# Changins speakers of my home theater



## sirtemplar (Sep 26, 2011)

hello,
i have an LG HT302SDW 5.1 home theater system about 4 yrs old. i am happy with it but recently the center speaker and one rear broke during transfer.
i am planning to change all the speakers and found the Kenwood KS-1300HT-B for a fairly decent price.
do you think it will work well? will it be compatible? thank you.


----------



## mechman (Feb 8, 2007)

Double check the specs of both and see if they match up. If they do you should be good to go. :T Welcome to HTS!


----------



## tesseract (Aug 9, 2010)

Welcome to HTS, sirtemplar!

Looking at Kenwoods, it says they are 8 ohm.

The pdf manual of the LG HT302SDW I found online shows 4 ohm on all speaker terminals and 8 ohm for the subwoofer on the back of the unit.

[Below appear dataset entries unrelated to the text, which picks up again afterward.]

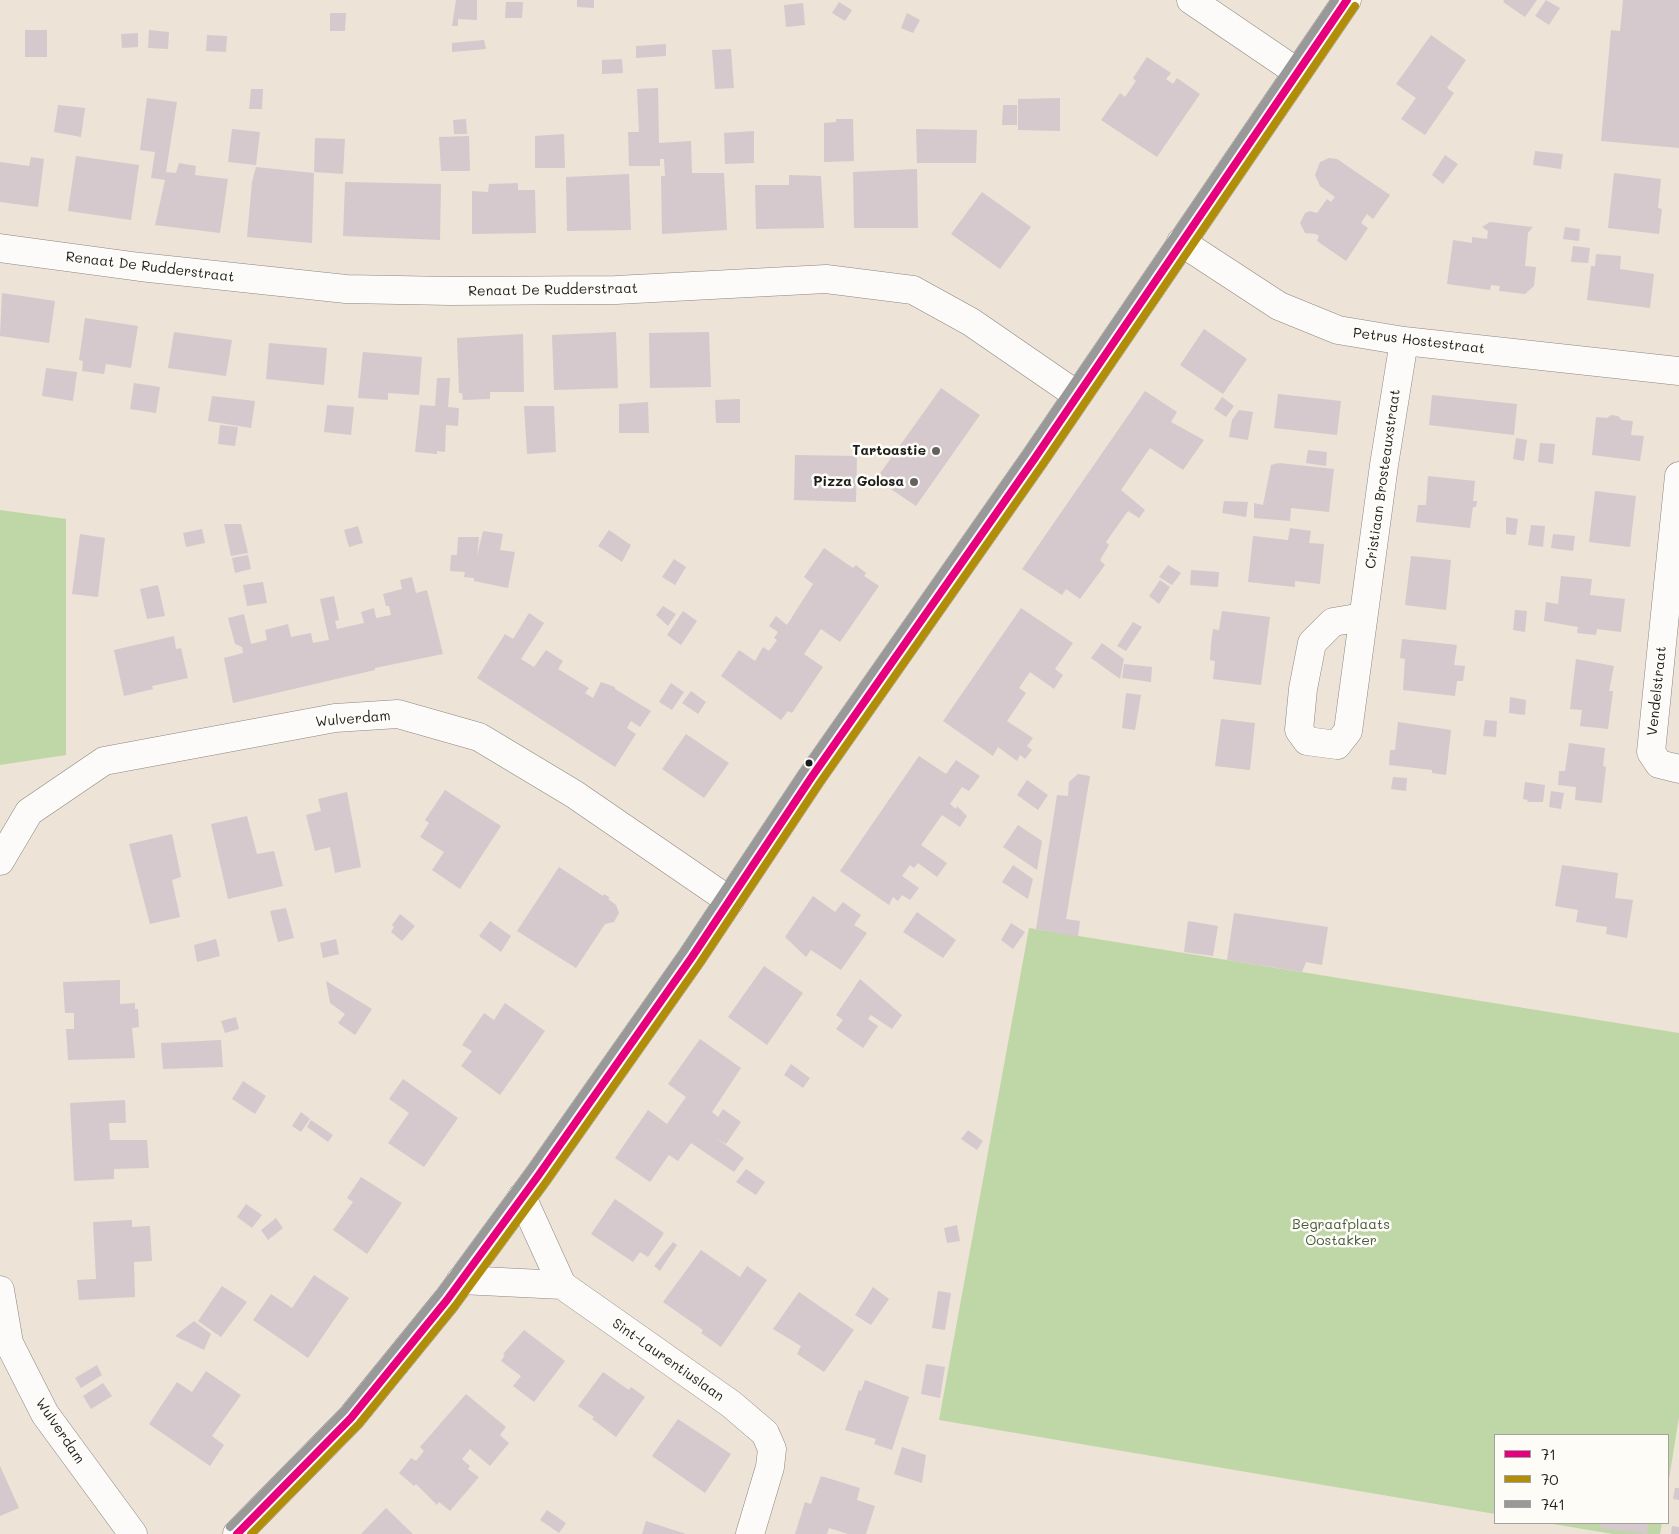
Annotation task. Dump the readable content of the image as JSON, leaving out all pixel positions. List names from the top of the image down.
{
  "streets": {
    "street": [
      "Renaat De Rudderstraat",
      "Petrus Hostestraat",
      "Cristiaan Brosteauxstraat",
      "Vendelstraat",
      "Wulverdam",
      "Sint-Laurentiuslaan"
    ]
  },
  "crossings": [
    ["Petrus Hostestraat", "Cristiaan Brosteauxstraat"]
  ],
  "parks": ["Begraafplaats Oostakker"],
  "places": ["Tartoastie", "Pizza Golosa"],
  "lines": ["transit line 71", "transit line 741", "transit line 70"],
  "legend": ["71", "70", "741"]
}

Verify for yourself, but it appears to be alright to me.


----------



## sirtemplar (Sep 26, 2011)

thanks tesseract,
you are right. the LG speaker are all 4 ohms while the subwoofer is 8 ohm.
all speakers of Kenwood are 8 ohms.
will there be any loss of audio quality? Thanks


----------



## tesseract (Aug 9, 2010)

The Kenwoods might draw a little less power from the amp, but not enough to worry about and no loss of quality.


----------



## Superior Audio (Feb 27, 2008)

No loss. If anything an improvement. Go for it.


----------



## GranteedEV (Aug 8, 2010)

sirtemplar said:


> hello,
> i have an LG HT302SDW 5.1 home theater system about 4 yrs old. i am happy with it but recently the center speaker and one rear broke during transfer.
> i am planning to change all the speakers and found the Kenwood KS-1300HT-B for a fairly decent price.
> do you think it will work well? will it be compatible? thank you.


It should be compatible, but it's possible you might be able to squeeze out superior performance. What exactly is your budget?


----------